[Source data]
▼▼▼

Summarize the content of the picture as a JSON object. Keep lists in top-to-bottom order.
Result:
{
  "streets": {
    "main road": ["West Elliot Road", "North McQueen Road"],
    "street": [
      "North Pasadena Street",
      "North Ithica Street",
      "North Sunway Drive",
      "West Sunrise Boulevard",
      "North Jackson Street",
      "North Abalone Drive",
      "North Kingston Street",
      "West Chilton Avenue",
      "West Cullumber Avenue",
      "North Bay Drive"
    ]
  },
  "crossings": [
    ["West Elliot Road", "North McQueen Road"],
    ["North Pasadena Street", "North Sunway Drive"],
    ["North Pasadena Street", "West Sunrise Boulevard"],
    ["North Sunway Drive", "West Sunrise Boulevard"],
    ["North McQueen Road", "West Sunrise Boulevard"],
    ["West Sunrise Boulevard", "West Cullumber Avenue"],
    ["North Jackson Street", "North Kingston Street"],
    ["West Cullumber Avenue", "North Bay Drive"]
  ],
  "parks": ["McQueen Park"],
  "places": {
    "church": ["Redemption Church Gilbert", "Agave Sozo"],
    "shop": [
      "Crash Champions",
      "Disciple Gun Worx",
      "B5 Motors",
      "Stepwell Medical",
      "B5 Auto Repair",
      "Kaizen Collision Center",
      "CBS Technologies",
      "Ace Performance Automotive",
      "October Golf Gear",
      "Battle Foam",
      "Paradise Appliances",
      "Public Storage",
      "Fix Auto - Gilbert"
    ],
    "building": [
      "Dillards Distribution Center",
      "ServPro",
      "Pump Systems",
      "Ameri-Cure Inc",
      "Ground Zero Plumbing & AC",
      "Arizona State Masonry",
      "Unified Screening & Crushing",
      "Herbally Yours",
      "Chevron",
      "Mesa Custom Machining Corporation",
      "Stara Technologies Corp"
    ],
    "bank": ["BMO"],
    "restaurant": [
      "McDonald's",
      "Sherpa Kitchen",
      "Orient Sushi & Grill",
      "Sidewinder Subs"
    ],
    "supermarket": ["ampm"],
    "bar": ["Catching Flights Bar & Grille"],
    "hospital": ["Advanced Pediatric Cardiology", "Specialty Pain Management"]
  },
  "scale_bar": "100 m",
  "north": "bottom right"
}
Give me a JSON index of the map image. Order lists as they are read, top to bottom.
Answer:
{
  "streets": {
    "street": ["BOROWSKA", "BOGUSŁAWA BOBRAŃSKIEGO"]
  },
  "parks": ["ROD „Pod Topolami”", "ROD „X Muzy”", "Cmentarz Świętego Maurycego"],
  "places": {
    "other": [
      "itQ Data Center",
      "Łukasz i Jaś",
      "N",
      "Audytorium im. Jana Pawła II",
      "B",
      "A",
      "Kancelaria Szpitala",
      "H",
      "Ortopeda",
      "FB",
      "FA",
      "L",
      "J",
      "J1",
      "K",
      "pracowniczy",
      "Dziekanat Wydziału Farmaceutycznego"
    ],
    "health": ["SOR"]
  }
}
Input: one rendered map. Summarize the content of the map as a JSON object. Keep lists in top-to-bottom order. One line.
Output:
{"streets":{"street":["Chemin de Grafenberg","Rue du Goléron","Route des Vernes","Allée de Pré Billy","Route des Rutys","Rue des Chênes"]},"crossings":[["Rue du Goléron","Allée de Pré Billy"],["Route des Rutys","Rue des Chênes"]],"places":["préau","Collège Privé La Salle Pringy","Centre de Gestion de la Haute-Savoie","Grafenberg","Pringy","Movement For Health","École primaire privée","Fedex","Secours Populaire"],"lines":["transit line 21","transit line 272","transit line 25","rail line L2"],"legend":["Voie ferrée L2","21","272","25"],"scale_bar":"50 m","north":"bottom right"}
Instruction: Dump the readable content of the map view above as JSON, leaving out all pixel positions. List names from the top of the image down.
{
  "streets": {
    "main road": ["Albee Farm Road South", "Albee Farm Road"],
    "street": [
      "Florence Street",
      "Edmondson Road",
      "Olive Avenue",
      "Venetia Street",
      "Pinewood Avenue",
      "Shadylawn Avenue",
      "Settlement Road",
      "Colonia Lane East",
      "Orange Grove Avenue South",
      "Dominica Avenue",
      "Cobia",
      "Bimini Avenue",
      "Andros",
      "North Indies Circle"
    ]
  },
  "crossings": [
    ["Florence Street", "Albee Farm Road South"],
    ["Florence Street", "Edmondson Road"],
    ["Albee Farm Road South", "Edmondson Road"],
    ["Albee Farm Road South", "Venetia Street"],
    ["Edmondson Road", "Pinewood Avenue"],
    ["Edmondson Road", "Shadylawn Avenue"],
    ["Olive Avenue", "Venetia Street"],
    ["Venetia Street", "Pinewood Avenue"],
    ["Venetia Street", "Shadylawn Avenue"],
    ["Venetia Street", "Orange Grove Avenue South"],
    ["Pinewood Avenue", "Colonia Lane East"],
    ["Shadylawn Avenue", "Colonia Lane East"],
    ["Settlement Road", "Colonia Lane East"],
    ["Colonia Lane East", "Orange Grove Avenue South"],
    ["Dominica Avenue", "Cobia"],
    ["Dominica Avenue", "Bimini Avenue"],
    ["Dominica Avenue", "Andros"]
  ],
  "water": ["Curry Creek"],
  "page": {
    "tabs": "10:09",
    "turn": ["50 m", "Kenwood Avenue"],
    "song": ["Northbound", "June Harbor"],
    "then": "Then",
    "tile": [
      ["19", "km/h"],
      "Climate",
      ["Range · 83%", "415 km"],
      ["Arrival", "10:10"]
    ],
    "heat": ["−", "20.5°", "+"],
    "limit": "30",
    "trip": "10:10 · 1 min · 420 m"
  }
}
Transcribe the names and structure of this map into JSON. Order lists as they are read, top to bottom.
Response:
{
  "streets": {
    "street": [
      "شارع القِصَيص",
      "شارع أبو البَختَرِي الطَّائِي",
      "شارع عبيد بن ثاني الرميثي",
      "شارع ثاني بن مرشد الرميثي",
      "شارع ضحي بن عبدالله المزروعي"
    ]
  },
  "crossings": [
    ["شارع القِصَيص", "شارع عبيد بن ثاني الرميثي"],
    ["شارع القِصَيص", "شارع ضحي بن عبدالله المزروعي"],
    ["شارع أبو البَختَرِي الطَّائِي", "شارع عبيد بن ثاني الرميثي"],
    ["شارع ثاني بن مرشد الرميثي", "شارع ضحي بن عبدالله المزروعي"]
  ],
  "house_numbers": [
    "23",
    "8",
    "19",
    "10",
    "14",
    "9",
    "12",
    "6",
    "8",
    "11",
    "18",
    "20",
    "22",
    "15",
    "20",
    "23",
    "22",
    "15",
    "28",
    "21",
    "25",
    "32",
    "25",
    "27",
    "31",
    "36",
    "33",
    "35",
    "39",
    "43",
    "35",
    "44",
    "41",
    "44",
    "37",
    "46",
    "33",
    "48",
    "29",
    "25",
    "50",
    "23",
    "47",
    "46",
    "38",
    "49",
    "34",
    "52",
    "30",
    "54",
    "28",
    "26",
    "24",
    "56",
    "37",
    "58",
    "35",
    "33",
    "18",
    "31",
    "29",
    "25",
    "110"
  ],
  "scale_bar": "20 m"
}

▲▲▲

Task to carry out — Word for word, write out all the lines shown above.

Answer to this task —
Summarize the content of the picture as a JSON object. Keep lists in top-to-bottom order.
Result:
{
  "streets": {
    "main road": ["West Elliot Road", "North McQueen Road"],
    "street": [
      "North Pasadena Street",
      "North Ithica Street",
      "North Sunway Drive",
      "West Sunrise Boulevard",
      "North Jackson Street",
      "North Abalone Drive",
      "North Kingston Street",
      "West Chilton Avenue",
      "West Cullumber Avenue",
      "North Bay Drive"
    ]
  },
  "crossings": [
    ["West Elliot Road", "North McQueen Road"],
    ["North Pasadena Street", "North Sunway Drive"],
    ["North Pasadena Street", "West Sunrise Boulevard"],
    ["North Sunway Drive", "West Sunrise Boulevard"],
    ["North McQueen Road", "West Sunrise Boulevard"],
    ["West Sunrise Boulevard", "West Cullumber Avenue"],
    ["North Jackson Street", "North Kingston Street"],
    ["West Cullumber Avenue", "North Bay Drive"]
  ],
  "parks": ["McQueen Park"],
  "places": {
    "church": ["Redemption Church Gilbert", "Agave Sozo"],
    "shop": [
      "Crash Champions",
      "Disciple Gun Worx",
      "B5 Motors",
      "Stepwell Medical",
      "B5 Auto Repair",
      "Kaizen Collision Center",
      "CBS Technologies",
      "Ace Performance Automotive",
      "October Golf Gear",
      "Battle Foam",
      "Paradise Appliances",
      "Public Storage",
      "Fix Auto - Gilbert"
    ],
    "building": [
      "Dillards Distribution Center",
      "ServPro",
      "Pump Systems",
      "Ameri-Cure Inc",
      "Ground Zero Plumbing & AC",
      "Arizona State Masonry",
      "Unified Screening & Crushing",
      "Herbally Yours",
      "Chevron",
      "Mesa Custom Machining Corporation",
      "Stara Technologies Corp"
    ],
    "bank": ["BMO"],
    "restaurant": [
      "McDonald's",
      "Sherpa Kitchen",
      "Orient Sushi & Grill",
      "Sidewinder Subs"
    ],
    "supermarket": ["ampm"],
    "bar": ["Catching Flights Bar & Grille"],
    "hospital": ["Advanced Pediatric Cardiology", "Specialty Pain Management"]
  },
  "scale_bar": "100 m",
  "north": "bottom right"
}
Give me a JSON index of the map image. Order lists as they are read, top to bottom.
Answer:
{
  "streets": {
    "street": ["BOROWSKA", "BOGUSŁAWA BOBRAŃSKIEGO"]
  },
  "parks": ["ROD „Pod Topolami”", "ROD „X Muzy”", "Cmentarz Świętego Maurycego"],
  "places": {
    "other": [
      "itQ Data Center",
      "Łukasz i Jaś",
      "N",
      "Audytorium im. Jana Pawła II",
      "B",
      "A",
      "Kancelaria Szpitala",
      "H",
      "Ortopeda",
      "FB",
      "FA",
      "L",
      "J",
      "J1",
      "K",
      "pracowniczy",
      "Dziekanat Wydziału Farmaceutycznego"
    ],
    "health": ["SOR"]
  }
}
Input: one rendered map. Summarize the content of the map as a JSON object. Keep lists in top-to-bottom order. One line.
Output:
{"streets":{"street":["Chemin de Grafenberg","Rue du Goléron","Route des Vernes","Allée de Pré Billy","Route des Rutys","Rue des Chênes"]},"crossings":[["Rue du Goléron","Allée de Pré Billy"],["Route des Rutys","Rue des Chênes"]],"places":["préau","Collège Privé La Salle Pringy","Centre de Gestion de la Haute-Savoie","Grafenberg","Pringy","Movement For Health","École primaire privée","Fedex","Secours Populaire"],"lines":["transit line 21","transit line 272","transit line 25","rail line L2"],"legend":["Voie ferrée L2","21","272","25"],"scale_bar":"50 m","north":"bottom right"}
Instruction: Dump the readable content of the map view above as JSON, leaving out all pixel positions. List names from the top of the image down.
{
  "streets": {
    "main road": ["Albee Farm Road South", "Albee Farm Road"],
    "street": [
      "Florence Street",
      "Edmondson Road",
      "Olive Avenue",
      "Venetia Street",
      "Pinewood Avenue",
      "Shadylawn Avenue",
      "Settlement Road",
      "Colonia Lane East",
      "Orange Grove Avenue South",
      "Dominica Avenue",
      "Cobia",
      "Bimini Avenue",
      "Andros",
      "North Indies Circle"
    ]
  },
  "crossings": [
    ["Florence Street", "Albee Farm Road South"],
    ["Florence Street", "Edmondson Road"],
    ["Albee Farm Road South", "Edmondson Road"],
    ["Albee Farm Road South", "Venetia Street"],
    ["Edmondson Road", "Pinewood Avenue"],
    ["Edmondson Road", "Shadylawn Avenue"],
    ["Olive Avenue", "Venetia Street"],
    ["Venetia Street", "Pinewood Avenue"],
    ["Venetia Street", "Shadylawn Avenue"],
    ["Venetia Street", "Orange Grove Avenue South"],
    ["Pinewood Avenue", "Colonia Lane East"],
    ["Shadylawn Avenue", "Colonia Lane East"],
    ["Settlement Road", "Colonia Lane East"],
    ["Colonia Lane East", "Orange Grove Avenue South"],
    ["Dominica Avenue", "Cobia"],
    ["Dominica Avenue", "Bimini Avenue"],
    ["Dominica Avenue", "Andros"]
  ],
  "water": ["Curry Creek"],
  "page": {
    "tabs": "10:09",
    "turn": ["50 m", "Kenwood Avenue"],
    "song": ["Northbound", "June Harbor"],
    "then": "Then",
    "tile": [
      ["19", "km/h"],
      "Climate",
      ["Range · 83%", "415 km"],
      ["Arrival", "10:10"]
    ],
    "heat": ["−", "20.5°", "+"],
    "limit": "30",
    "trip": "10:10 · 1 min · 420 m"
  }
}
Transcribe the names and structure of this map into JSON. Order lists as they are read, top to bottom.
Response:
{
  "streets": {
    "street": [
      "شارع القِصَيص",
      "شارع أبو البَختَرِي الطَّائِي",
      "شارع عبيد بن ثاني الرميثي",
      "شارع ثاني بن مرشد الرميثي",
      "شارع ضحي بن عبدالله المزروعي"
    ]
  },
  "crossings": [
    ["شارع القِصَيص", "شارع عبيد بن ثاني الرميثي"],
    ["شارع القِصَيص", "شارع ضحي بن عبدالله المزروعي"],
    ["شارع أبو البَختَرِي الطَّائِي", "شارع عبيد بن ثاني الرميثي"],
    ["شارع ثاني بن مرشد الرميثي", "شارع ضحي بن عبدالله المزروعي"]
  ],
  "house_numbers": [
    "23",
    "8",
    "19",
    "10",
    "14",
    "9",
    "12",
    "6",
    "8",
    "11",
    "18",
    "20",
    "22",
    "15",
    "20",
    "23",
    "22",
    "15",
    "28",
    "21",
    "25",
    "32",
    "25",
    "27",
    "31",
    "36",
    "33",
    "35",
    "39",
    "43",
    "35",
    "44",
    "41",
    "44",
    "37",
    "46",
    "33",
    "48",
    "29",
    "25",
    "50",
    "23",
    "47",
    "46",
    "38",
    "49",
    "34",
    "52",
    "30",
    "54",
    "28",
    "26",
    "24",
    "56",
    "37",
    "58",
    "35",
    "33",
    "18",
    "31",
    "29",
    "25",
    "110"
  ],
  "scale_bar": "20 m"
}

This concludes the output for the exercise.